Aim of the task:
Would you filter these records and copy every line that has the word "webkit"?

*** Opening Given entries ***

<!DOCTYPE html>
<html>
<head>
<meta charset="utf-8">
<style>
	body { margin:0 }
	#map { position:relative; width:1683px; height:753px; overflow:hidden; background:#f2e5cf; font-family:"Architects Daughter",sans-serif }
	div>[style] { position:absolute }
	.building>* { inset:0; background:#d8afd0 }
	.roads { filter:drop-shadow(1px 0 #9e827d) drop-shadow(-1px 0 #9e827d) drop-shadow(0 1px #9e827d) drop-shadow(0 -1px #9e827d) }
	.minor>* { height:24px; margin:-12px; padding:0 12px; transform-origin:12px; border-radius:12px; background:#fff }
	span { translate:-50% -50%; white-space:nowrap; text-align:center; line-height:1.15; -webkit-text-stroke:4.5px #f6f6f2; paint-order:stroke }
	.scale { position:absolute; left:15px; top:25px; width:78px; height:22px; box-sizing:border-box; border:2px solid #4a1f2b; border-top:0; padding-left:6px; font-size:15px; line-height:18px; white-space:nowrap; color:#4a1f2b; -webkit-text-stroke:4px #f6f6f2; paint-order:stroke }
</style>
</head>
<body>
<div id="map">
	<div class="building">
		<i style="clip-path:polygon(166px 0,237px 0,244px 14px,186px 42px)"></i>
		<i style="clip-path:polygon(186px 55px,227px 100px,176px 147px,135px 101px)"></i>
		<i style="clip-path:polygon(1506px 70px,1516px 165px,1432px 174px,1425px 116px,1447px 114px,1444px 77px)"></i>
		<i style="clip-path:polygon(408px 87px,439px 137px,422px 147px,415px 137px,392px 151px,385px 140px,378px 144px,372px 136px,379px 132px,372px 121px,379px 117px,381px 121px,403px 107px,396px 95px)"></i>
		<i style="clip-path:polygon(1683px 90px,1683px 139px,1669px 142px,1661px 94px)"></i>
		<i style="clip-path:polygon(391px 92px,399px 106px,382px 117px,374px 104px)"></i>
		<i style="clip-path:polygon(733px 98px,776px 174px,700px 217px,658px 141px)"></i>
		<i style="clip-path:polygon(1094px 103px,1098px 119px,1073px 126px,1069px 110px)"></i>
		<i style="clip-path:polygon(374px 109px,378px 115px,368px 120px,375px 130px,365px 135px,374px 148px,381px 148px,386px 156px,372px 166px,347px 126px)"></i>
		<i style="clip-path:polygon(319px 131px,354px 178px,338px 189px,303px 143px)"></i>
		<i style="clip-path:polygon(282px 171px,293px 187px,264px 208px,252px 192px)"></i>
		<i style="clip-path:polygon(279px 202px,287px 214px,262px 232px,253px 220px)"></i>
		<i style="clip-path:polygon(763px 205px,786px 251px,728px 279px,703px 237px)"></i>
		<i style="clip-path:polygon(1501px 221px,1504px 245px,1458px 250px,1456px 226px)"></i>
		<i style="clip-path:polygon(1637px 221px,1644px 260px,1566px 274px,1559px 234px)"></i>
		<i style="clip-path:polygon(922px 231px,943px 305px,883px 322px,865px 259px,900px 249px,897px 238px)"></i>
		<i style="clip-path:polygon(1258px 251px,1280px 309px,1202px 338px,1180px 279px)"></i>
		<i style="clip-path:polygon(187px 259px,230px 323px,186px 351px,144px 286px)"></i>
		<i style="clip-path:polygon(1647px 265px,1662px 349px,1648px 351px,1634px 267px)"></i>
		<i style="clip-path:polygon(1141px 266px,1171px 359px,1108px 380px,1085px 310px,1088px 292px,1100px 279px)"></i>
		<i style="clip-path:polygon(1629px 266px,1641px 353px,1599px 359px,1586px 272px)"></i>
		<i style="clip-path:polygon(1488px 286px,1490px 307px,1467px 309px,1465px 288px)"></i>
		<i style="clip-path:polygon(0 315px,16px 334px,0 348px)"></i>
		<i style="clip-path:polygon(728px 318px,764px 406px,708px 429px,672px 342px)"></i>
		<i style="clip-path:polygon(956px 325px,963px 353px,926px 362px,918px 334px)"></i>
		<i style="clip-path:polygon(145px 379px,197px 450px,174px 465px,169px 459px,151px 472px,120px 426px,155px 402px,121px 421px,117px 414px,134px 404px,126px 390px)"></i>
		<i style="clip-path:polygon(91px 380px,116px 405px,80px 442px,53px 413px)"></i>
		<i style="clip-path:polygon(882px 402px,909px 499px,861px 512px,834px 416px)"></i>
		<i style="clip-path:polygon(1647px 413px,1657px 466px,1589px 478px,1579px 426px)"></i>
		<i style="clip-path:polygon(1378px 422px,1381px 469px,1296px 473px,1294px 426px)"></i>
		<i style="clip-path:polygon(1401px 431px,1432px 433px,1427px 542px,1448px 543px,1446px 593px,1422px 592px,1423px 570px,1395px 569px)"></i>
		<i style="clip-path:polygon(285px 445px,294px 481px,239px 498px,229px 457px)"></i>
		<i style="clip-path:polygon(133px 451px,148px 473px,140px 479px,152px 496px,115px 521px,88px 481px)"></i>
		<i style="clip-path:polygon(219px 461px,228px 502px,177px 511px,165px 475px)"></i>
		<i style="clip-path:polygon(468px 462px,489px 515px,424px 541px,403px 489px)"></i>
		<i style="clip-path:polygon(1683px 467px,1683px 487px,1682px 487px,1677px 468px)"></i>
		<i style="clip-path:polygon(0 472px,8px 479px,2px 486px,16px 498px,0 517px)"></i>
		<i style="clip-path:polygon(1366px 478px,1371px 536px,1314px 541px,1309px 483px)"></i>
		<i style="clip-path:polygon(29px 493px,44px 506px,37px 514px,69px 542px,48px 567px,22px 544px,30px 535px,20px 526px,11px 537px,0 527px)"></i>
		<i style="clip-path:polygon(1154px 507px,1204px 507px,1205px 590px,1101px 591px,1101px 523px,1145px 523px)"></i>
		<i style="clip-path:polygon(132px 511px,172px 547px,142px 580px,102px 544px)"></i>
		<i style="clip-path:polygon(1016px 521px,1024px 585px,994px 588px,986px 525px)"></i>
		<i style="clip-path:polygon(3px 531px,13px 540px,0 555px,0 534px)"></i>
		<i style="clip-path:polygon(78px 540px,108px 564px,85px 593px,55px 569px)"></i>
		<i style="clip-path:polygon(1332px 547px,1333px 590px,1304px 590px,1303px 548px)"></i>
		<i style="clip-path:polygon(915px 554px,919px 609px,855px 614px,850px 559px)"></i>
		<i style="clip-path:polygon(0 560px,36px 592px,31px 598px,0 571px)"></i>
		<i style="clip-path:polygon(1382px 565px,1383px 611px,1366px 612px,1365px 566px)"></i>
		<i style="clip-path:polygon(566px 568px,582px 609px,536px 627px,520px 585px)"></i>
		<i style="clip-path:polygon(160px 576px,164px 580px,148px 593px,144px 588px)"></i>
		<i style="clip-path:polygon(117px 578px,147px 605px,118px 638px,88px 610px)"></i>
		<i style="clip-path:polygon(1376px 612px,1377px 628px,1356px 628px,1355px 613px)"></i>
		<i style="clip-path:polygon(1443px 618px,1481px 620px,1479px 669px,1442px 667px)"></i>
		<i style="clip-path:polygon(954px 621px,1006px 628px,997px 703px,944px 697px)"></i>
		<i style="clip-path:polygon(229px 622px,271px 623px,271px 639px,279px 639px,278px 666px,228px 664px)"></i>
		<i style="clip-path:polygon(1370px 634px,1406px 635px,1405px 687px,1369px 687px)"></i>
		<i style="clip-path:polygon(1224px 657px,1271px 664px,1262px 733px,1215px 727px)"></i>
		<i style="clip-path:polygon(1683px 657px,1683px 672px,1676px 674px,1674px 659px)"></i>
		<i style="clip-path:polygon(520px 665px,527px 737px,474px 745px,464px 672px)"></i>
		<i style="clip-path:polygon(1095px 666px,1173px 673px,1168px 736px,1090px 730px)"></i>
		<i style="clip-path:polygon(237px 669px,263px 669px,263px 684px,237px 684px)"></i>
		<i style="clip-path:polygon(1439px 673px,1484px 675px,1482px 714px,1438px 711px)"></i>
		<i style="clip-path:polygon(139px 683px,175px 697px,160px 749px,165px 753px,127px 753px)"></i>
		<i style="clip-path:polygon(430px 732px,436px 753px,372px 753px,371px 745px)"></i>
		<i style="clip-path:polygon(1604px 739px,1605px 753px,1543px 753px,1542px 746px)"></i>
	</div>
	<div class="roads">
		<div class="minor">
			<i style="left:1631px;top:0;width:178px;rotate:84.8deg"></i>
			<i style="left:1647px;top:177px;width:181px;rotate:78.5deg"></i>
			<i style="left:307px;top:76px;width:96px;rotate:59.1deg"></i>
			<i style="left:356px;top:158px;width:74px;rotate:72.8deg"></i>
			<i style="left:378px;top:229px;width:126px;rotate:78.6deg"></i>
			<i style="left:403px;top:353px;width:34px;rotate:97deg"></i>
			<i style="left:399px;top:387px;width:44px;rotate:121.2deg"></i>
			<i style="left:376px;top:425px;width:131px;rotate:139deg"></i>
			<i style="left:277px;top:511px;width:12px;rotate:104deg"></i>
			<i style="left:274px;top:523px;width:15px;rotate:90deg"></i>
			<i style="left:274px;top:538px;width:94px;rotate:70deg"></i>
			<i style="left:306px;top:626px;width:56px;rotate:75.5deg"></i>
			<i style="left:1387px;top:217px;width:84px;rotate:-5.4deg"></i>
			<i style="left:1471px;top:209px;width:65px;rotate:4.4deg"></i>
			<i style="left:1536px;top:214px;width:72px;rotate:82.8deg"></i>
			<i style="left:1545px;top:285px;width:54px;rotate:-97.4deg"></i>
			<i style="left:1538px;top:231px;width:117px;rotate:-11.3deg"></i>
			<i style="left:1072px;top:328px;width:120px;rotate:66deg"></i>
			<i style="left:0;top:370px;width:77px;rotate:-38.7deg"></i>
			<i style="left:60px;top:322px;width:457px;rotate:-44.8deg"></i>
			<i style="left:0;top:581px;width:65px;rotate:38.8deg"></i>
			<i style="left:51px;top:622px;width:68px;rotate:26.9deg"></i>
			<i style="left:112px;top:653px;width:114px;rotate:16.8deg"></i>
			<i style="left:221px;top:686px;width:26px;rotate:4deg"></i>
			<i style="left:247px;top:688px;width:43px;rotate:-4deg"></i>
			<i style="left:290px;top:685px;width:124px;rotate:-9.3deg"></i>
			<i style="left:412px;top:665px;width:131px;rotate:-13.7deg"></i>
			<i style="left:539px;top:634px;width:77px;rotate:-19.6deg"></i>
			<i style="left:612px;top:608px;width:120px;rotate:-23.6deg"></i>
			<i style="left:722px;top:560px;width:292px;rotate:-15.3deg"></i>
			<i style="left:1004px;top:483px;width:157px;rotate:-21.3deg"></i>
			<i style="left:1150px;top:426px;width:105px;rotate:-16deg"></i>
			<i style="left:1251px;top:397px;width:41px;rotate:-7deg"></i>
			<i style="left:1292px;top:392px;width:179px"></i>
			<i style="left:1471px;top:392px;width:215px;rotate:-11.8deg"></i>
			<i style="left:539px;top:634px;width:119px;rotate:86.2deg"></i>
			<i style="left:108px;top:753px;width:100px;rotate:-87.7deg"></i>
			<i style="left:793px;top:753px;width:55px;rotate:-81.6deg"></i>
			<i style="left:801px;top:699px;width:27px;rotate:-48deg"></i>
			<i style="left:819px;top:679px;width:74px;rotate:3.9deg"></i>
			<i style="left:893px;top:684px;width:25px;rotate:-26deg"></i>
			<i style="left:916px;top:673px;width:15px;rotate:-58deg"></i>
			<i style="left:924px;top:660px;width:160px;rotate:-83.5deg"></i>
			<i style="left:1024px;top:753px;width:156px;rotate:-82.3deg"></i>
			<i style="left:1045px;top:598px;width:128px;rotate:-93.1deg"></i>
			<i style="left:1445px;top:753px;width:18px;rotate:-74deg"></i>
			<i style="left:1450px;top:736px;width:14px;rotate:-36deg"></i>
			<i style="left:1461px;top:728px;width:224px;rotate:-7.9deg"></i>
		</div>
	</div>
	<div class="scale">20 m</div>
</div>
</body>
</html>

*** Closing Given entries ***

Response to this task:
	span { translate:-50% -50%; white-space:nowrap; text-align:center; line-height:1.15; -webkit-text-stroke:4.5px #f6f6f2; paint-order:stroke }
	.scale { position:absolute; left:15px; top:25px; width:78px; height:22px; box-sizing:border-box; border:2px solid #4a1f2b; border-top:0; padding-left:6px; font-size:15px; line-height:18px; white-space:nowrap; color:#4a1f2b; -webkit-text-stroke:4px #f6f6f2; paint-order:stroke }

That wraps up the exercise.